Parte ricorrente ha, quindi, depositato una memoria rappresentando, in vista della camera di consiglio fissata per l’esame dell’istanza cautelare, come l’area interessata dai lavori non coinciderebbe né con quella di cui al piano particellare, nè con quella individuata dal decreto di occupazione d’urgenza. Il tutto a prescindere dal deposito di materiali su di un fondo di proprietà della ricorrente non interessato dalla procedura espropriativa. Nella relazione tecnica allegata si evidenzia, altresì, come l’Ufficio tecnico comunale sostenesse la circostanza per cui "il riferimento grafico probante è la tavola di progetto esecutivo e non la planimetria del particellare d’esproprio in quanto alla scala grafica 1:2000 il tracciato è puramente indicativo". Al contrario, parte ricorrente sostiene che l’unico documento idoneo ad individuare le aree da espropriare sarebbe il piano particellare d’esproprio, posto che gli altri elaborati del progetto non consentirebbero di individuare i limiti d’esproprio. Nel caso di specie, poi, confrontate le risultanze del piano particellare con le previsioni del progetto (tenuto conto del completo corpo stradale, comprensivo di marciapiedi e scarpate laterali), esse risulterebbero perfettamente coincidenti ed ammontanti a mq 5660, con la conseguenza che deve ritenersi che il piano particellare fosse perfettamente coerente con il progetto approvato, ma non anche con le previsione del decreto di occupazione d’urgenza.
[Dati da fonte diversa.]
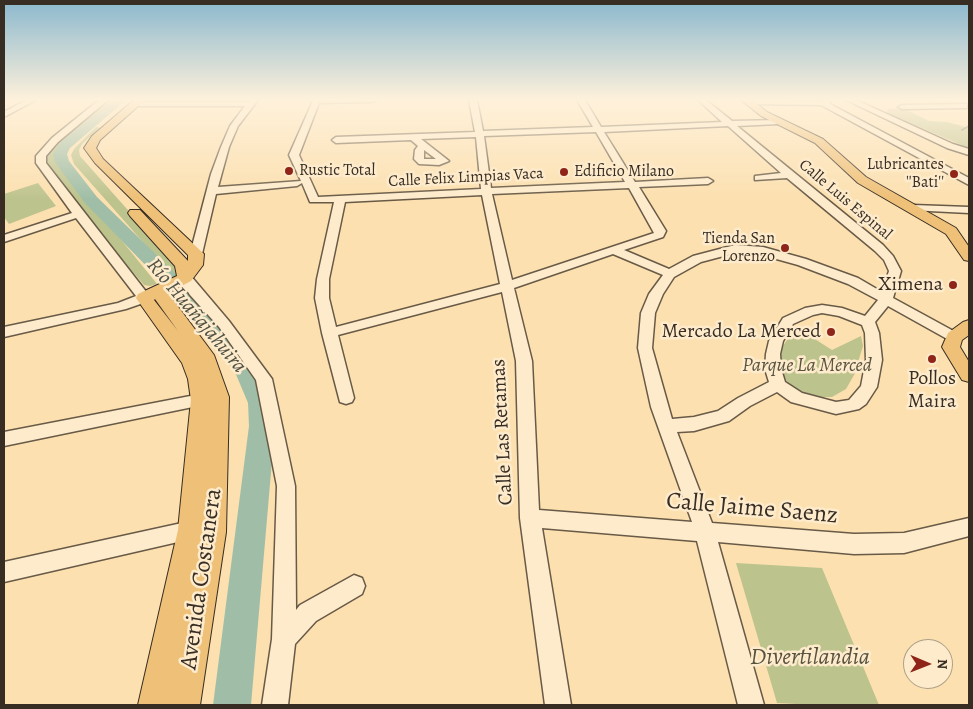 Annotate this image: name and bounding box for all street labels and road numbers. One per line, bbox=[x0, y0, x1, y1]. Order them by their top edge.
street label: Calle Luis Espinal bbox=[795, 156, 895, 244]
street label: Calle Felix Limpias Vaca bbox=[388, 164, 544, 192]
street label: Calle Las Retamas bbox=[487, 358, 519, 506]
street label: Avenida Costanera bbox=[175, 487, 229, 671]
street label: Calle Jaime Saenz bbox=[665, 487, 839, 531] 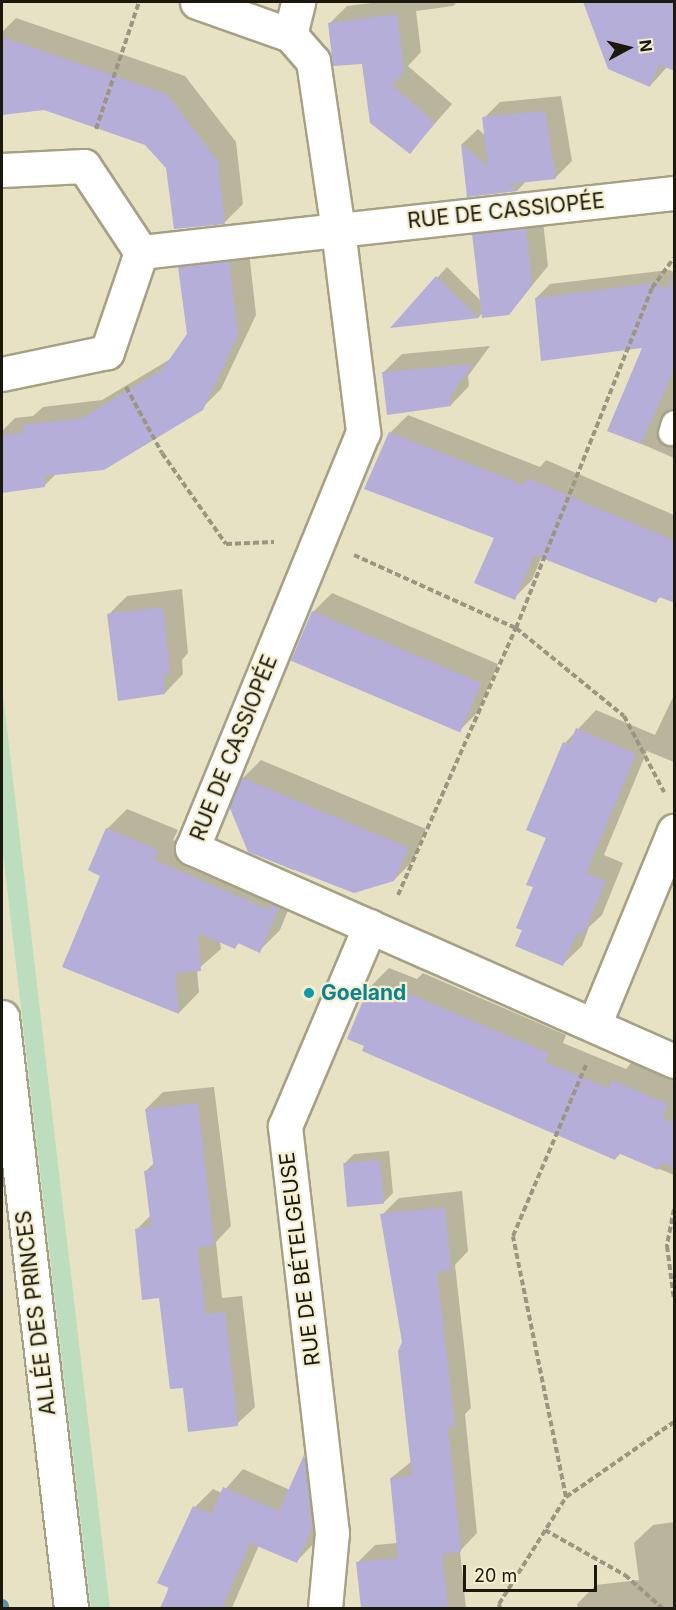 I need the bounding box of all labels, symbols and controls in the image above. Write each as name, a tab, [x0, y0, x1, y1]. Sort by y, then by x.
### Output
north arrow	[598, 18, 658, 78]
text: N	[635, 39, 657, 53]
street label: RUE DE CASSIOPÉE	[406, 188, 606, 234]
street label: RUE DE CASSIOPÉE	[185, 651, 283, 845]
place label: Goeland	[321, 980, 406, 1006]
marker: Goeland	[302, 986, 316, 1000]
street label: RUE DE BÉTELGEUSE	[274, 1151, 326, 1367]
street label: ALLÉE DES PRINCES	[11, 1209, 61, 1417]
scale bar	[466, 1553, 600, 1591]
text: 20 m	[474, 1565, 517, 1586]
Con ordinanza n. 484/01, questo Tribunale ha disposto una verifica in contradditorio, volta ad accertare l’esatta consistenza dei compendi fatti oggetto di occupazione in esecuzione del relativo decreto, da condursi alla stregua del piano particellare d’esproprio e sulla base delle mappe in scala 1:2000. In esito a tale ordine il verificatore, individuato in nome e per conto del Direttore dell’Area tecnica della Provincia di Brescia, ha precisato che la superficie oggetto di esproprio risulta essere pari a 5681 mq, a fronte dei 4317 previsti dal decreto di occupazione: ciò in conseguenza dell’aumento della superficie occupata dei mappali 7, 17 e 6, dell’interessamento ex novo del mappale 3 (per soli 6 mq) e dell’eliminazione dell’occupazione del mappale 20. Nella propria relazione il verificatore dà atto dell’osservazione del tecnico comunale secondo cui si sarebbe dovuto provvedere alla sovrapposizione anche del tracciato individuato con il progetto esecutivo sulle mappe; operazione, questa, a cui si è opposto il tecnico di parte ricorrente, in quanto non coerente con il dispositivo dell’ordinanza di verificazione.
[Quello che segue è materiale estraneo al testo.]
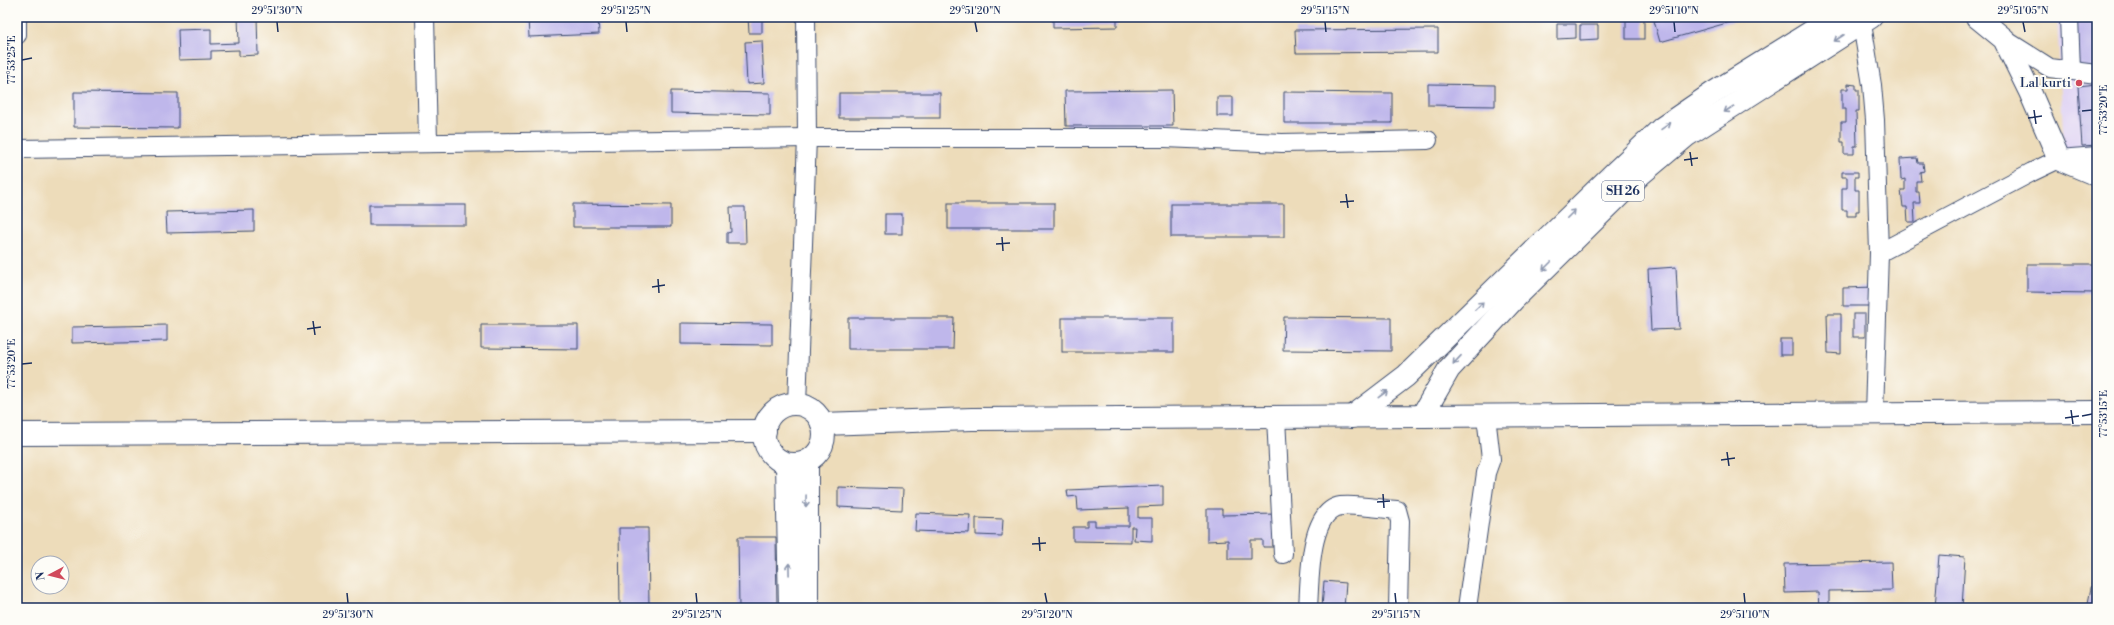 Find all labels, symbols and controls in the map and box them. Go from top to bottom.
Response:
text: 29°51'30"N [252,5,303,17]
text: 29°51'25"N [601,5,652,17]
text: 29°51'20"N [949,5,1001,17]
text: 29°51'15"N [1301,5,1350,17]
text: 29°51'10"N [1649,5,1699,17]
text: 29°51'05"N [1998,5,2049,17]
text: 77°53'25"E [6,35,18,85]
one-way arrow [1833,35,1845,43]
place label: Lal kurti [2020,75,2071,91]
marker: Lal kurti [2074,78,2084,88]
text: 77°53'20"E [2098,85,2110,135]
one-way arrow [1724,104,1735,113]
one-way arrow [1661,122,1672,130]
road number: SH 26 [1602,181,1644,201]
one-way arrow [1566,210,1576,219]
one-way arrow [1542,262,1552,271]
one-way arrow [1474,301,1484,311]
text: 77°53'20"E [6,339,18,389]
one-way arrow [1453,355,1462,366]
one-way arrow [1378,389,1389,398]
text: 77°53'15"E [2098,390,2110,438]
one-way arrow [802,494,810,507]
north arrow [30,555,70,595]
one-way arrow [785,563,793,576]
text: N [34,571,49,581]
text: 29°51'30"N [323,609,374,621]
text: 29°51'25"N [672,609,723,621]
text: 29°51'20"N [1021,609,1073,621]
text: 29°51'15"N [1372,609,1421,621]
text: 29°51'10"N [1720,609,1770,621]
A seguito di ciò, questo Tribunale ha disposto la sospensiva con riferimento esclusivamente alla superficie esuberante rispetto a quella di 4317 mq di cui è stata autorizzata l’occupazione. Le parti hanno, peraltro, richiesto una integrazione delle operazioni di verificazioni che tenesse conto della reale occupazione delle aree, risultata essere diversa.

Questa è stata disposta con ordinanza n. 542/01, in esito alla quale è emerso che la superficie interessata risultava pari a 4440 mq, in ragione del rilievo effettuato, ovvero a mq 4619, calcolando la stessa sull’estratto mappa catastale utilizzato per la redazione del piano particellare.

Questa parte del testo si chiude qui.